Surprises

by Mike Masnick




Why Should AFP Need To License The Right For Google To Link To Its News Stories?

from the but-now-what dept

Two years ago, the news agency Agence France-Presse (AFP) bizarrely sued Google for linking to its news stories via its news search engine, Google News. This made very little sense, as it basically made it much harder for people to find or read AFP news. In a highly competitive news market, making it harder to find your news isn't a particularly intelligent strategy. This actually made a number of news sites that licensed AFP news quite angry because they lost a ton of traffic that Google News drove to their sites. A similar story played itself out recently in Belgian courts with Google being barred from linking to certain Belgian newspaper sites as well. However, the AFP lawsuit was still out there, until today, when Google and AFP announced a settlement, including a license from AFP to put its stories back into Google News.
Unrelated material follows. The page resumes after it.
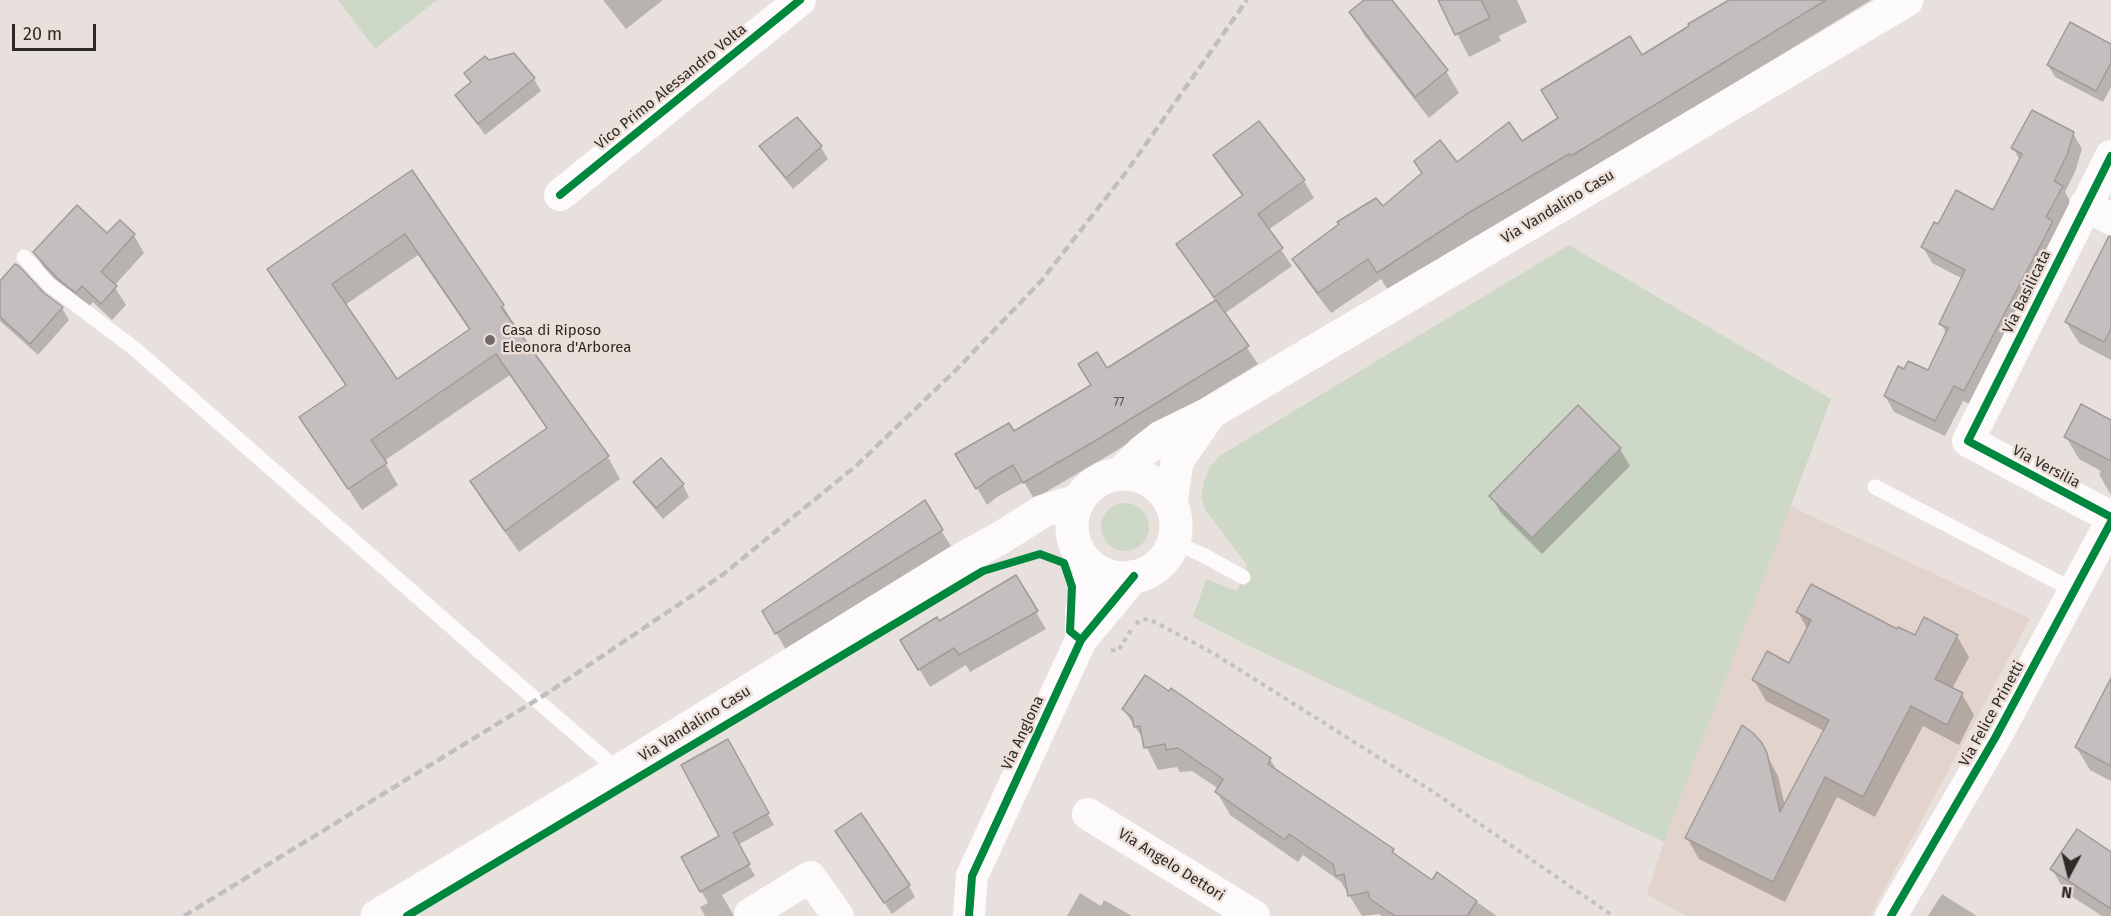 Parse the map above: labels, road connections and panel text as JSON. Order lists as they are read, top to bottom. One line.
{"streets":{"main road":["Via Vandalino Casu"],"street":["Vico Primo Alessandro Volta","Via Basilicata","Via Versilia","Via Felice Prinetti","Via Anglona","Via Angelo Dettori"]},"crossings":[["Via Vandalino Casu","Via Anglona"],["Via Basilicata","Via Versilia"]],"places":["Casa di Riposo Eleonora d'Arborea"],"house_numbers":["77"],"scale_bar":"20 m","north":"bottom"}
Unfortunately, there aren't that many details. It's unclear if Google paid any money for this "right" or if AFP finally came to its senses and realized that cutting yourself off from Google isn't particularly useful. Either way, though, it still sets a bad precedent that Google had to secure a special license to link to content. There's simply no need for a license to index and link to content -- and Google agreeing to a license from AFP just means that now other publishers will start lining up claiming that Google should pay them as well. It's the same thing that has happened since content companies discovered Google was willing to pay off record labels for having their content on YouTube. That eventually resulted in just about every media company lining up for its own cut -- and, eventually to Viacom's decision to sue for $1 billion, when Google wouldn't pony up as much as Viacom wanted. Google is setting a bad precedent here, agreeing to license content it doesn't need to license, and it's only going to create more problems down the road as other content firms line up demanding payment for similar licenses.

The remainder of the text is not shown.